On 11 July 1742, Pope Benedict XIV issued the bull Ex Quo Singulari which addressed the issues of Catholic missionary activity in China and the Chinese Rites Controversy.
Following the example of Matteo Ricci, the Jesuit missionaries in China sought to present the Catholic faith in a way more compatible to traditional Chinese practices so as to encourage conversions in that country. One particularly problematic aspect of the Jesuit method of evangelization was in regards to Chinese veneration of their ancestors. The Jesuits taught that the Chinese practice was compatible with Catholic belief because it was a social and not a religious ritual. However other missionaries in China such as the Franciscans and Dominicans argued that the Jesuits were not teaching the Catholic faith properly and appealed to the pope. The other missionary orders wanted to present a Catholic faith and practice which would be exactly the same as it was in the countries of Europe.

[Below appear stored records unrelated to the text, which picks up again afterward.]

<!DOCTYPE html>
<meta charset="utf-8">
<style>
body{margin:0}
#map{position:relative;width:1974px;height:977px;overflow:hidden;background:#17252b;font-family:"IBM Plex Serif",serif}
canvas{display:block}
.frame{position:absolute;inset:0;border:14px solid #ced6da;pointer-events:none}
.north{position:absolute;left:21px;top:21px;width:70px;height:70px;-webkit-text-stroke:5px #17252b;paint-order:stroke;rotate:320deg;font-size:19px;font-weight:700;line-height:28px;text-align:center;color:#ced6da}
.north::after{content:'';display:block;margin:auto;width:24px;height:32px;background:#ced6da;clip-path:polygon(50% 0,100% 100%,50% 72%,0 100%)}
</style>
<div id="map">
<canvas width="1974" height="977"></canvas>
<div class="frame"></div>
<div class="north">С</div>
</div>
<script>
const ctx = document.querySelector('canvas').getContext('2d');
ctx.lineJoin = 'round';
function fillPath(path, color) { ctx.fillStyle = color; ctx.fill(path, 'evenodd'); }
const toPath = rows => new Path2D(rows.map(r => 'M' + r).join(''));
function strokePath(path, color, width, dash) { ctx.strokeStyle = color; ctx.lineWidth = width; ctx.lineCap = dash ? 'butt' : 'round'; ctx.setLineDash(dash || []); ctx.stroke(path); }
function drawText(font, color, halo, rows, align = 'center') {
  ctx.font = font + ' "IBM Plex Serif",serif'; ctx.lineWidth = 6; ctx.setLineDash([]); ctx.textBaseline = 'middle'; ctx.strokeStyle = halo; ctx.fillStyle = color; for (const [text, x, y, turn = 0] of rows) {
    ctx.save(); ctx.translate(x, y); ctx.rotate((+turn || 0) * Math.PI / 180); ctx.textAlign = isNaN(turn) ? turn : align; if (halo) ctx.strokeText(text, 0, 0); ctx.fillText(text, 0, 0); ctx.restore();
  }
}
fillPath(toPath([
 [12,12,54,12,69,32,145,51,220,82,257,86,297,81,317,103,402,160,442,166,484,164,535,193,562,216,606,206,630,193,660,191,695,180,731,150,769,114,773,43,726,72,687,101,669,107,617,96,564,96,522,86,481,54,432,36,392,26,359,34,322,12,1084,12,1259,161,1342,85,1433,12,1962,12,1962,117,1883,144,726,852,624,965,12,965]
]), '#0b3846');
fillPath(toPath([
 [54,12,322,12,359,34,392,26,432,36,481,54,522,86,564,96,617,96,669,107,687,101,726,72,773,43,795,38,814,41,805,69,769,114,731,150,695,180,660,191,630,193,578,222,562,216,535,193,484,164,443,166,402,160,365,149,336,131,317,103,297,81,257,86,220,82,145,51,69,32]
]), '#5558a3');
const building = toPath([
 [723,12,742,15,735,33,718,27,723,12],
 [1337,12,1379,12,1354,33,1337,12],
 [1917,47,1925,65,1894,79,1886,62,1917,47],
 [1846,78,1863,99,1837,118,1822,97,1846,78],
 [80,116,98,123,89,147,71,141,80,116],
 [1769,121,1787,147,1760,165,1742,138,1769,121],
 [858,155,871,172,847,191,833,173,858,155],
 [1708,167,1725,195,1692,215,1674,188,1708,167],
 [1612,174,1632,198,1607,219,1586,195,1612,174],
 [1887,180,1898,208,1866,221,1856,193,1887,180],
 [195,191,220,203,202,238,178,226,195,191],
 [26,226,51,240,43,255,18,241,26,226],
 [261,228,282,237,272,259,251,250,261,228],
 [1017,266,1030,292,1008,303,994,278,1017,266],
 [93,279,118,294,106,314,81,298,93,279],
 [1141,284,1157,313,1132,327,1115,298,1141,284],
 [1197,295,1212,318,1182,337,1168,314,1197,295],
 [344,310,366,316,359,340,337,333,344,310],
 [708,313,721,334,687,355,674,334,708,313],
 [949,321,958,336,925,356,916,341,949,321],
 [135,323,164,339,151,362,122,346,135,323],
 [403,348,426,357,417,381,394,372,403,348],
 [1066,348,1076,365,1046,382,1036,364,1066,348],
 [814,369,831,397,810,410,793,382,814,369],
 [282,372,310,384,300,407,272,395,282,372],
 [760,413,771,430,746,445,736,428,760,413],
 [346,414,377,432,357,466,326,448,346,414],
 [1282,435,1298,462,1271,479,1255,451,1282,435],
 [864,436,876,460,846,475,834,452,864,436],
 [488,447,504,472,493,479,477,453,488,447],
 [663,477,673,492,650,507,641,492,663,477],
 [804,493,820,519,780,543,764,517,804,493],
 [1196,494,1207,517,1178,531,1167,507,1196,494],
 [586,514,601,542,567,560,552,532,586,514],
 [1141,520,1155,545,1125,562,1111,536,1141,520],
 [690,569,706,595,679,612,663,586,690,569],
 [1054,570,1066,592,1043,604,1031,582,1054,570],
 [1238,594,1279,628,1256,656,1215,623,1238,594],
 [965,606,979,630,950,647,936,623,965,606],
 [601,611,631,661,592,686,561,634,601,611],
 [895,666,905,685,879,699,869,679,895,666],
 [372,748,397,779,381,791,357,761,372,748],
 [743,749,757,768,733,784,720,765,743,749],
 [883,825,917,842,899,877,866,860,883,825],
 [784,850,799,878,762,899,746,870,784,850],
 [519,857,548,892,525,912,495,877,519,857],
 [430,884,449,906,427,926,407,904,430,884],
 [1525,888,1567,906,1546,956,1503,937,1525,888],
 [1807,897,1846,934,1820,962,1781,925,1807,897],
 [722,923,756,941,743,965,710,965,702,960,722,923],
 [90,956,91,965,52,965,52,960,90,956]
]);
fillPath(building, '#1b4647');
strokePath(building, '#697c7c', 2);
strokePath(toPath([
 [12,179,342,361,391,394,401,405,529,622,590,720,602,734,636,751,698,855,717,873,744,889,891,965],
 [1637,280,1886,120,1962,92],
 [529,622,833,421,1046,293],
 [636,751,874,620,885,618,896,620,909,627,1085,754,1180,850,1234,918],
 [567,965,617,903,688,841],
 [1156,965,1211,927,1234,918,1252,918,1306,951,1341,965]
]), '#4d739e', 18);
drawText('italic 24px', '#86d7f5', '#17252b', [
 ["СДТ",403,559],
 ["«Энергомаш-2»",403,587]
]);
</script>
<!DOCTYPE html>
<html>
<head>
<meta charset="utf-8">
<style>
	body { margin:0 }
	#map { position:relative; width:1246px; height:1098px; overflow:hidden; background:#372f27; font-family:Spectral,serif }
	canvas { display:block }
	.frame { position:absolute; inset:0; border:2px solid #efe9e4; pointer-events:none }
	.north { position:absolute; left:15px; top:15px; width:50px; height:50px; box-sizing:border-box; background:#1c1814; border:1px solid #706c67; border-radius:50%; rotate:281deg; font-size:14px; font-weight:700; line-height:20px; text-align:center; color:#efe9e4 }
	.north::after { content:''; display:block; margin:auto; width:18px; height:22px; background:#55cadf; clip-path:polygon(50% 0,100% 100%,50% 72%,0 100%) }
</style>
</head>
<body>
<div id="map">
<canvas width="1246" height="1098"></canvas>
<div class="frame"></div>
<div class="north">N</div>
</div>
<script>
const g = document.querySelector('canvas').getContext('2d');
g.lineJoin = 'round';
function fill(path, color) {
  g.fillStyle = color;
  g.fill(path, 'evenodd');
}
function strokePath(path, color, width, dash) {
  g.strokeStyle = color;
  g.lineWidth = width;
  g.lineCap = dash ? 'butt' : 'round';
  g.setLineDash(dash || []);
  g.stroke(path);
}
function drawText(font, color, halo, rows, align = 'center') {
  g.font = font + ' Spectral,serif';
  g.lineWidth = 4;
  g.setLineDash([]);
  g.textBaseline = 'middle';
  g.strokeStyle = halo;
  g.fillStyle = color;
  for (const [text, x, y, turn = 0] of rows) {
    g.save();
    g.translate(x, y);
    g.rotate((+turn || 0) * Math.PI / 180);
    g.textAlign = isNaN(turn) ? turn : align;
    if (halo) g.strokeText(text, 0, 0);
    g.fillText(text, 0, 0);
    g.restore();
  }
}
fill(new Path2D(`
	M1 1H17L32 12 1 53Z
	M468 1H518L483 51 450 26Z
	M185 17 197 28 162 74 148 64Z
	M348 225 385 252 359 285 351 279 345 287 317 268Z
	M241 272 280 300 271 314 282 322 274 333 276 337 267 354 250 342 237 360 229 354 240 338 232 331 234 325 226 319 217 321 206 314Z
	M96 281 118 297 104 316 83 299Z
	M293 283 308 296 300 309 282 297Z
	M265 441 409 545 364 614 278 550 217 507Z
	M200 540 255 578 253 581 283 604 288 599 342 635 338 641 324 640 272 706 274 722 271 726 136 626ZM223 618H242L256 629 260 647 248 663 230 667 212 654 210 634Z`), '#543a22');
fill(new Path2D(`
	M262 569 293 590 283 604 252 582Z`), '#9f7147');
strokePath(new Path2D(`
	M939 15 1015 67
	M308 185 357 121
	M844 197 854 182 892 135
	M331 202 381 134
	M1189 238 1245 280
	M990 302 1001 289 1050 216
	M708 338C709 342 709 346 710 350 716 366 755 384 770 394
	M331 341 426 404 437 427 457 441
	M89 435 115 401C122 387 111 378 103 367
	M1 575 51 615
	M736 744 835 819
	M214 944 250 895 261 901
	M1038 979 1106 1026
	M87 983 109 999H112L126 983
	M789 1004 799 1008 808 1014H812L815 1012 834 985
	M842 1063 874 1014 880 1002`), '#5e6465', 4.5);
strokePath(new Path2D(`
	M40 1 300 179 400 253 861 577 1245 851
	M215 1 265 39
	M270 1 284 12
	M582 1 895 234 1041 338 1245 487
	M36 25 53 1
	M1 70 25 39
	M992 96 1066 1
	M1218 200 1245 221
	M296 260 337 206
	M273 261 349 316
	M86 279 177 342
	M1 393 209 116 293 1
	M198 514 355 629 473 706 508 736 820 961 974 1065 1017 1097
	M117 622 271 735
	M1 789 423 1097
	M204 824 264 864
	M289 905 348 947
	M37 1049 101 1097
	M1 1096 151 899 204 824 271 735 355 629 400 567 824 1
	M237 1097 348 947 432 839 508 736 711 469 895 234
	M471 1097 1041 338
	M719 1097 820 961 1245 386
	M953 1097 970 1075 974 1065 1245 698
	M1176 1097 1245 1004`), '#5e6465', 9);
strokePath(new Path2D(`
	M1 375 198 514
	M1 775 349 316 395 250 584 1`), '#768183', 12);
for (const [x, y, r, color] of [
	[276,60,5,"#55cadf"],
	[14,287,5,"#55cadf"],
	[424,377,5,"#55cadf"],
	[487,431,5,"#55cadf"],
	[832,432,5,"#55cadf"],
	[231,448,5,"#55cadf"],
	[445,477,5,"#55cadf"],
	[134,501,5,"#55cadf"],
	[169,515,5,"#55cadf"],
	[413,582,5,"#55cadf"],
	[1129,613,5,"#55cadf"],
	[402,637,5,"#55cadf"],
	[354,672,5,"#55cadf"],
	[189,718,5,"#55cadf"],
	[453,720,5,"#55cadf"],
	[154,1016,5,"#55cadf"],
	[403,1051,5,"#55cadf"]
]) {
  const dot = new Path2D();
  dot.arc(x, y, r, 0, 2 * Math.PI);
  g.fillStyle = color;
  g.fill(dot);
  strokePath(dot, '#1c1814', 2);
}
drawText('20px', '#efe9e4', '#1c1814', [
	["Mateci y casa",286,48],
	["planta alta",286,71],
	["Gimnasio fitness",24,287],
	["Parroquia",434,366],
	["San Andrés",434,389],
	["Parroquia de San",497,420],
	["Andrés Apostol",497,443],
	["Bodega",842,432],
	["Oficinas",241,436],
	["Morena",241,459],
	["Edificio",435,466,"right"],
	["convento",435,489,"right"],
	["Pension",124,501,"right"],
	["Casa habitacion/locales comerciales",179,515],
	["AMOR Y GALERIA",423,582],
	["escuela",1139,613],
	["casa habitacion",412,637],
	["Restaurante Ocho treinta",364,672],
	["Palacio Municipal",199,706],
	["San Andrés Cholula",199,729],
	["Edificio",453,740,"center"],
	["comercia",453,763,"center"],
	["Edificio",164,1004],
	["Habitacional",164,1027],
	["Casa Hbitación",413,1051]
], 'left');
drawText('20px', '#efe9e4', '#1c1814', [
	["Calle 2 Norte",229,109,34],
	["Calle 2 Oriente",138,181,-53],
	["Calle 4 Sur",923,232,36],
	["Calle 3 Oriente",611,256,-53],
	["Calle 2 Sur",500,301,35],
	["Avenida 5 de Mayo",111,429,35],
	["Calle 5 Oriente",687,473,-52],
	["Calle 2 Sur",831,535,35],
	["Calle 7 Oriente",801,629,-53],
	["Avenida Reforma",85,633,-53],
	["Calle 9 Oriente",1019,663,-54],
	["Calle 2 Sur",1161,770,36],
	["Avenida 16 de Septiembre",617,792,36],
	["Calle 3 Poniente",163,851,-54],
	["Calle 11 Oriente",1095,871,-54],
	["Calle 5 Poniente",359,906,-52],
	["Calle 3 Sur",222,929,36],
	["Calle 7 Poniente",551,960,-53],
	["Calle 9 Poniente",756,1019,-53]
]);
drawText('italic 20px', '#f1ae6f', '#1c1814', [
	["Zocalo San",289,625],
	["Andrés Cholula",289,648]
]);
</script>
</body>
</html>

In Ex Quo Singulari, Benedict XIV sided with the Franciscans and Dominicans against the Jesuits and forbade any further discussion of the issue. Papal policy led to a marked decline in conversions in China and indeed the Chinese Emperor would tell a visiting papal delegate, “You destroyed your religion. You put in misery all Europeans living here in China. You desecrated the honor of all those, who died long ago.” The Emperor would also ban all Catholic missionary activity.
In 1939, Pius XII would reverse this policy to permit the veneration of deceased family members and the Catholic Church would again begin to flourish until the Chinese Communist revolution in 1949.